### ABOUT THIS EXERCISE:
Among the lines of the data, copy those that hold "lineWidth".

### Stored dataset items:

◇ ◇ ◇ ◇ ◇ ◇ ◇

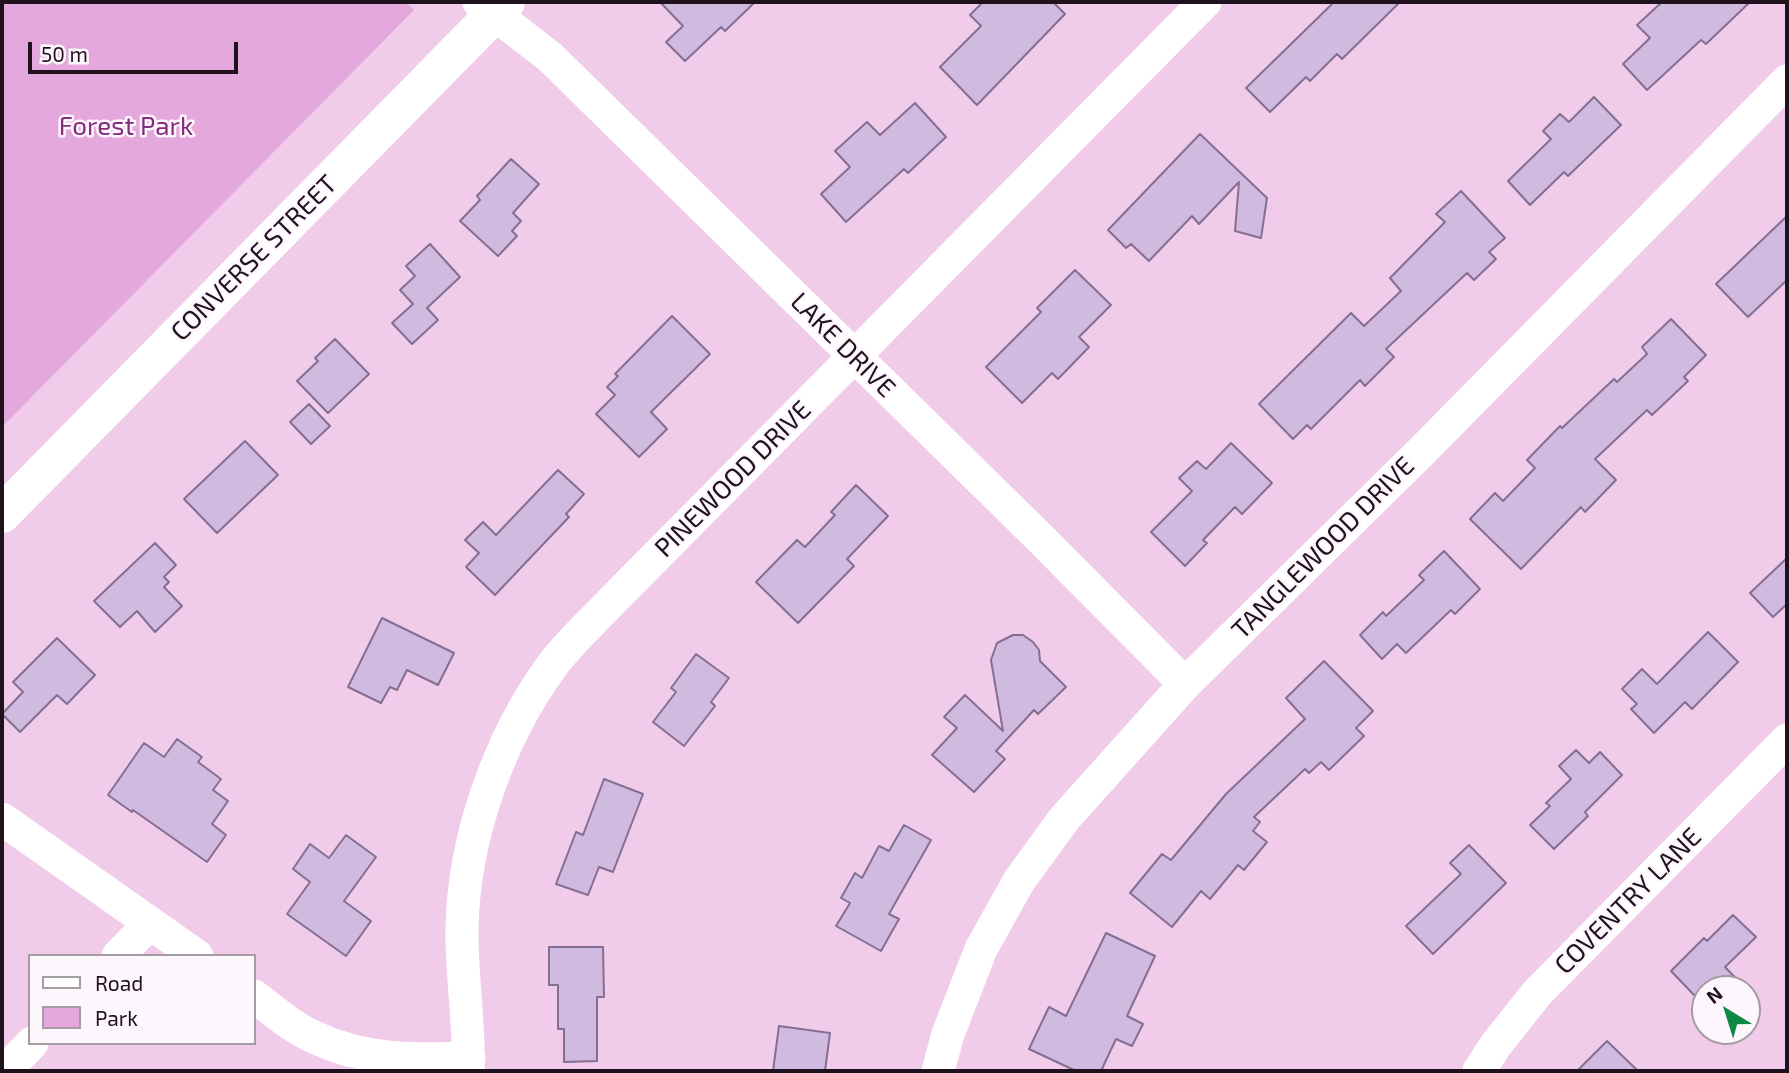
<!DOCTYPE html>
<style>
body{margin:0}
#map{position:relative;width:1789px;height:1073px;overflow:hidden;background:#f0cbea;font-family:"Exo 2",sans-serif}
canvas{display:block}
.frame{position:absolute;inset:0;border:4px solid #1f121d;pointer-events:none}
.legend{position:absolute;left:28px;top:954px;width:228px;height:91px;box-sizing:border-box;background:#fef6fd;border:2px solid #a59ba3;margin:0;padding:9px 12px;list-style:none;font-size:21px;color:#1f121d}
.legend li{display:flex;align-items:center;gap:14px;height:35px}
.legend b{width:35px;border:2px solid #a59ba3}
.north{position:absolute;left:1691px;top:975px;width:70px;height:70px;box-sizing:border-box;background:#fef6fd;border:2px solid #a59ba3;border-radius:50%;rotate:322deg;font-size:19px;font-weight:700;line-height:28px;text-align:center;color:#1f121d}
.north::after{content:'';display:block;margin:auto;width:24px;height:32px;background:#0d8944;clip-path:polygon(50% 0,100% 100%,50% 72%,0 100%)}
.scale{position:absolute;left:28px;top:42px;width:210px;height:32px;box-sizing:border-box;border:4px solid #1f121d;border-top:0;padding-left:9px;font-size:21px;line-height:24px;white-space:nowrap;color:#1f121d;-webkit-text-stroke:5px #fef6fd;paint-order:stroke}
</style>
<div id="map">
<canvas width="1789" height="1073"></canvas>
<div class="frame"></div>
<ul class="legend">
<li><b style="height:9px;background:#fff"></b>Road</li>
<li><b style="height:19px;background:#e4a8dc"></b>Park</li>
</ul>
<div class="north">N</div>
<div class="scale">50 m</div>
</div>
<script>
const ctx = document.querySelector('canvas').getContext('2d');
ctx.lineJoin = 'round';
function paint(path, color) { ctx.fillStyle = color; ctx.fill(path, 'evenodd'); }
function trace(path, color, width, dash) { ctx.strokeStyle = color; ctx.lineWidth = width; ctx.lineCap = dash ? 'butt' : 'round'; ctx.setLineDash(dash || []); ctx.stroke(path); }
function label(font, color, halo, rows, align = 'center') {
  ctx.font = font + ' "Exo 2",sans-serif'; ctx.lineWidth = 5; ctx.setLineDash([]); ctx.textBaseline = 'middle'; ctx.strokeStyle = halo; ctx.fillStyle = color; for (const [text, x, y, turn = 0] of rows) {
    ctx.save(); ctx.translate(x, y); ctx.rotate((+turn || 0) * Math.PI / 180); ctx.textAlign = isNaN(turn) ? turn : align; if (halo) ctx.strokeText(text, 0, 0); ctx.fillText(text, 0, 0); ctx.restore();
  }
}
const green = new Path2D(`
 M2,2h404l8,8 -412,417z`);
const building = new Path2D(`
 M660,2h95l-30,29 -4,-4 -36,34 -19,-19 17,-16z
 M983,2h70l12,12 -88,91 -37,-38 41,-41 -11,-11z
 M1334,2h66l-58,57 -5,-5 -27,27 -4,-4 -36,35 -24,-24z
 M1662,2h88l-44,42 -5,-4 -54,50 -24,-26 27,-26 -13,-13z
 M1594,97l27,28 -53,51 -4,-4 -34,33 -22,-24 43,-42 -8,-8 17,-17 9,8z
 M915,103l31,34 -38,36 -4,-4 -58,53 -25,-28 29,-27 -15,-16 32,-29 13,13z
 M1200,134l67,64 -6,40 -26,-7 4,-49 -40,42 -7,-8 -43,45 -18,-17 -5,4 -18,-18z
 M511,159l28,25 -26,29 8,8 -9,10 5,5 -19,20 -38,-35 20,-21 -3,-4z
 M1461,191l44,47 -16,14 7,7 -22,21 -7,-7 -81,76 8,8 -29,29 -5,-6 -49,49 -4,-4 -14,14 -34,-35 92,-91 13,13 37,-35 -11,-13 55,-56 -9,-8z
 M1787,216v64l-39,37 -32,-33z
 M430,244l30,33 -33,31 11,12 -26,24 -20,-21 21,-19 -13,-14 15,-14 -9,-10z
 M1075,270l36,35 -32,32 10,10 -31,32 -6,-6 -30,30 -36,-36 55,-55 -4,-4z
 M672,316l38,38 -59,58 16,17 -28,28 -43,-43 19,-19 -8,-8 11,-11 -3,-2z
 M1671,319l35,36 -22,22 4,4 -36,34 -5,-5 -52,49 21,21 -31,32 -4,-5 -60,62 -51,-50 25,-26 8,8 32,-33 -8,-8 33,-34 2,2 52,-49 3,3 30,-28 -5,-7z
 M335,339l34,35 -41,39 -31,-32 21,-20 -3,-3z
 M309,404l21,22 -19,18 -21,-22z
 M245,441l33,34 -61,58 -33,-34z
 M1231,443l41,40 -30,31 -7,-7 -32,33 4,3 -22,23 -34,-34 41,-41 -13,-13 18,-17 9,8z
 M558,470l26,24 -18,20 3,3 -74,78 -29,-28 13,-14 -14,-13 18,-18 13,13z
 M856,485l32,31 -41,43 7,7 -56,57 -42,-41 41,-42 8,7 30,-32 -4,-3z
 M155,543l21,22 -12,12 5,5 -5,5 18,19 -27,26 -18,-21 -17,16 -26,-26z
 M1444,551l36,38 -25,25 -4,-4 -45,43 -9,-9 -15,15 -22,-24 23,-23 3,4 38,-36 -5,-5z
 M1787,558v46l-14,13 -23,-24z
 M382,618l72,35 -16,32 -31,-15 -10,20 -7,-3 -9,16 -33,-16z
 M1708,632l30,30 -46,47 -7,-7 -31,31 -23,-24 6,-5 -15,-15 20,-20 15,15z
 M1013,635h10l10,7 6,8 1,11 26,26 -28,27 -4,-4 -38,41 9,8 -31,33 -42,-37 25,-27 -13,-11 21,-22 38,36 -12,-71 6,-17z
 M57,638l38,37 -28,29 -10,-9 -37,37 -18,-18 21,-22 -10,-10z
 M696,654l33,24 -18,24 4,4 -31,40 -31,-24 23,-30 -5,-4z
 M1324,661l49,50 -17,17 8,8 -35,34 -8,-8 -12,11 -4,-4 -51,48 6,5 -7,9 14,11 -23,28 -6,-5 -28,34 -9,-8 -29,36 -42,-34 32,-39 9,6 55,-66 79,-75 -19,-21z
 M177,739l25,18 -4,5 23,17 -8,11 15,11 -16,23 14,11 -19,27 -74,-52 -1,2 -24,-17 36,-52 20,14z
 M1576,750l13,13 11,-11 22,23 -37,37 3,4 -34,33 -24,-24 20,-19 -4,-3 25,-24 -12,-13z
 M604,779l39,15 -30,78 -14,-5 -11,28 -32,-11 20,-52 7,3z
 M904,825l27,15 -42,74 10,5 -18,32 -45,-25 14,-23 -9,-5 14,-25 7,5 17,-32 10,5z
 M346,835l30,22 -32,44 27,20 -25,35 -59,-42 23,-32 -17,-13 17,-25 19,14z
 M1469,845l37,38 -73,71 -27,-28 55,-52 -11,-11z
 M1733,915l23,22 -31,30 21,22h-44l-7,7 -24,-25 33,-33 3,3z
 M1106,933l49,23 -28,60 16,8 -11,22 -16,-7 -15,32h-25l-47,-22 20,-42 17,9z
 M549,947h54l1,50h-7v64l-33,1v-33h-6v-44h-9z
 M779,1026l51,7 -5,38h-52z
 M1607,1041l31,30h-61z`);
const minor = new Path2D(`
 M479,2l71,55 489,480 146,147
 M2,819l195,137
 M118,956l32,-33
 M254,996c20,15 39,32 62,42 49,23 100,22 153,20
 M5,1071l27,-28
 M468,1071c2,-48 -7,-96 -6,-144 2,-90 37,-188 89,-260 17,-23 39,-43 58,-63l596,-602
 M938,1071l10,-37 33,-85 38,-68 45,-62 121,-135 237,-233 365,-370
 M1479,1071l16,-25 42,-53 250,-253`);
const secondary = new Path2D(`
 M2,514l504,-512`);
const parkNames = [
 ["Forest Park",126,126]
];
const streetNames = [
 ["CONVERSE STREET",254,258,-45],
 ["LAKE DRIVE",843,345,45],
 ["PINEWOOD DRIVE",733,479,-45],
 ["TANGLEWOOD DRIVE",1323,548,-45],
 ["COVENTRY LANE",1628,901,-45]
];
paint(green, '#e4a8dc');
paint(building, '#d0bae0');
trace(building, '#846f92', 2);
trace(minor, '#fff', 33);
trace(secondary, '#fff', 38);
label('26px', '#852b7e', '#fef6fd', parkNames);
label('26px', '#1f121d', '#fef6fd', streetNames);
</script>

◇ ◇ ◇ ◇ ◇ ◇ ◇

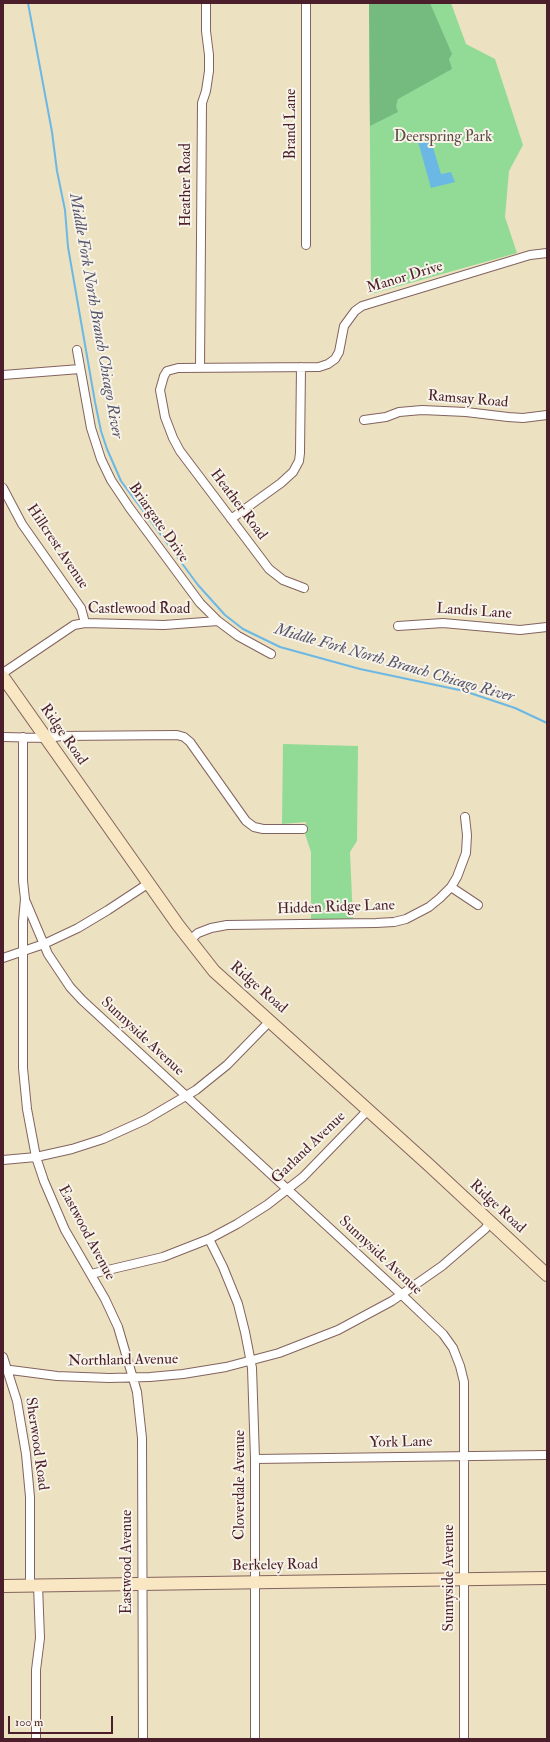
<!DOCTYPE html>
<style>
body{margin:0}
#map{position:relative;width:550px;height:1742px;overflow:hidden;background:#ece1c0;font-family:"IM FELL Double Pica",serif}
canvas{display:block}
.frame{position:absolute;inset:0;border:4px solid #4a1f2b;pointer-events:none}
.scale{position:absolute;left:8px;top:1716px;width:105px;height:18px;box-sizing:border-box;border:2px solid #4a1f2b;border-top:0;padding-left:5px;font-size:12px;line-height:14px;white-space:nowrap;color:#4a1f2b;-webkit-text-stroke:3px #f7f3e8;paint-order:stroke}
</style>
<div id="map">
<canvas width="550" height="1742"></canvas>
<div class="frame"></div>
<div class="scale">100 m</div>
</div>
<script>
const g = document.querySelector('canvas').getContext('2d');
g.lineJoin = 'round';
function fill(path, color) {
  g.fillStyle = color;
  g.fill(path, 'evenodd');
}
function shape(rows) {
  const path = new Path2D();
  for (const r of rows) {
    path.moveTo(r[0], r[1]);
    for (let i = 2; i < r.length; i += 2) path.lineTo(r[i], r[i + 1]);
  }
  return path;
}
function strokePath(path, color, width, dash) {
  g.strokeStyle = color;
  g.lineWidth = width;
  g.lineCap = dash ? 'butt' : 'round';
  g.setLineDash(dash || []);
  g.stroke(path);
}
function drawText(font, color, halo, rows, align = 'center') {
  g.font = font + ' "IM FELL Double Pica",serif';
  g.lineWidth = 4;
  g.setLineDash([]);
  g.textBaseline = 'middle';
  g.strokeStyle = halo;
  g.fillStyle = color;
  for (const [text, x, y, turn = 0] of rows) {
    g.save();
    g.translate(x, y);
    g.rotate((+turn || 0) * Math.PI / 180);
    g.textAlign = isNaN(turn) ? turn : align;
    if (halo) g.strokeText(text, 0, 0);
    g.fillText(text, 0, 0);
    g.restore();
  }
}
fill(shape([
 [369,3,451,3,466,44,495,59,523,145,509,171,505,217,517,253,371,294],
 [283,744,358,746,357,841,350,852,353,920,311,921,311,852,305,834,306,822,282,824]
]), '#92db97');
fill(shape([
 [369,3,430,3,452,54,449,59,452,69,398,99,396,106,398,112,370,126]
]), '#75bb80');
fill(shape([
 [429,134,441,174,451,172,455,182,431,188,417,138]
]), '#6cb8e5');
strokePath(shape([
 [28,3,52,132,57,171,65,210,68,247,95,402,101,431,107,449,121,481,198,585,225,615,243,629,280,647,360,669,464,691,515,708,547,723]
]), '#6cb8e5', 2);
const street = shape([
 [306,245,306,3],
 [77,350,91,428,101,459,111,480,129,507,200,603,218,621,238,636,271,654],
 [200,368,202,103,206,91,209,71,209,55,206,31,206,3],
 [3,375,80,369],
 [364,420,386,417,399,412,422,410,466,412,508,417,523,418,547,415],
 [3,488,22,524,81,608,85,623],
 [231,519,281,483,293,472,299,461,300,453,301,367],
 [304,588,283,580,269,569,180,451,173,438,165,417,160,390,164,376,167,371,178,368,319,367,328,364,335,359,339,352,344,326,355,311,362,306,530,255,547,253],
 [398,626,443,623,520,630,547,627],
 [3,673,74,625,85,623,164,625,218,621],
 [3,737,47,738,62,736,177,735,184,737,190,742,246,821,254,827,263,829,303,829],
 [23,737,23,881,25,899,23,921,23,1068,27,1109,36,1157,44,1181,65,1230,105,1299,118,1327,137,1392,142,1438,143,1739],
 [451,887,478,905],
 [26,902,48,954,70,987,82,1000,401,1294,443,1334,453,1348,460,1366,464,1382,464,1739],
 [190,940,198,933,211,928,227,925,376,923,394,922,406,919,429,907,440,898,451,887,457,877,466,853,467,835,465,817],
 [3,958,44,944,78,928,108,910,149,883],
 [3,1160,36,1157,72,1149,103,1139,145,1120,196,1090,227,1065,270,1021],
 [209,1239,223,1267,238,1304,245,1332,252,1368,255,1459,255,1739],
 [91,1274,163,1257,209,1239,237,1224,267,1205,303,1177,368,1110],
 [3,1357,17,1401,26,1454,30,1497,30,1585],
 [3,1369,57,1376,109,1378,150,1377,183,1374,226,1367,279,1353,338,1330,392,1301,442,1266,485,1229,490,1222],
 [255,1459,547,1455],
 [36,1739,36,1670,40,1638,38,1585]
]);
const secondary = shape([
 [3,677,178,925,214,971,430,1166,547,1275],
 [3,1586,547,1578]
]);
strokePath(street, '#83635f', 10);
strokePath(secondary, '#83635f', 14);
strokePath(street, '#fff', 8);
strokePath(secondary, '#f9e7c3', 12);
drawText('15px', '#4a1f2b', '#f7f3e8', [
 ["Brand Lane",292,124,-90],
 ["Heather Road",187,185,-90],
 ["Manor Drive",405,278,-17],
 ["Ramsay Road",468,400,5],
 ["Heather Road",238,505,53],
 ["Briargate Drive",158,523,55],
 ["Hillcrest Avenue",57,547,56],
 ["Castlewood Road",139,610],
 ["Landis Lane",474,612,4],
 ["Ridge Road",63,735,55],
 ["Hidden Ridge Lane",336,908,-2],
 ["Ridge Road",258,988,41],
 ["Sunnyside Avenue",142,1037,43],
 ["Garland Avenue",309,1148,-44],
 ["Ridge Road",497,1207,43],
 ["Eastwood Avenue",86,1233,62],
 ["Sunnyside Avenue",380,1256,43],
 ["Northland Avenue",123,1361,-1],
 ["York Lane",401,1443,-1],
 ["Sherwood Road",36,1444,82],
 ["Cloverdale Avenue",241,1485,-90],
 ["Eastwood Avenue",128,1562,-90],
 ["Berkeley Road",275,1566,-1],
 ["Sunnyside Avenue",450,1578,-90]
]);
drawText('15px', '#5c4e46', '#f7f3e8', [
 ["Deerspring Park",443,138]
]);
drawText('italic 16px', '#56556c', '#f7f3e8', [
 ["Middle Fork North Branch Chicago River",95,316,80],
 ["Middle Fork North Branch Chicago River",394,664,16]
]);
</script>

◇ ◇ ◇ ◇ ◇ ◇ ◇

### ANSWER BOX:
function trace(path, color, width, dash) { ctx.strokeStyle = color; ctx.lineWidth = width; ctx.lineCap = dash ? 'butt' : 'round'; ctx.setLineDash(dash || []); ctx.stroke(path); }
  ctx.font = font + ' "Exo 2",sans-serif'; ctx.lineWidth = 5; ctx.setLineDash([]); ctx.textBaseline = 'middle'; ctx.strokeStyle = halo; ctx.fillStyle = color; for (const [text, x, y, turn = 0] of rows) {
  g.lineWidth = width;
  g.lineWidth = 4;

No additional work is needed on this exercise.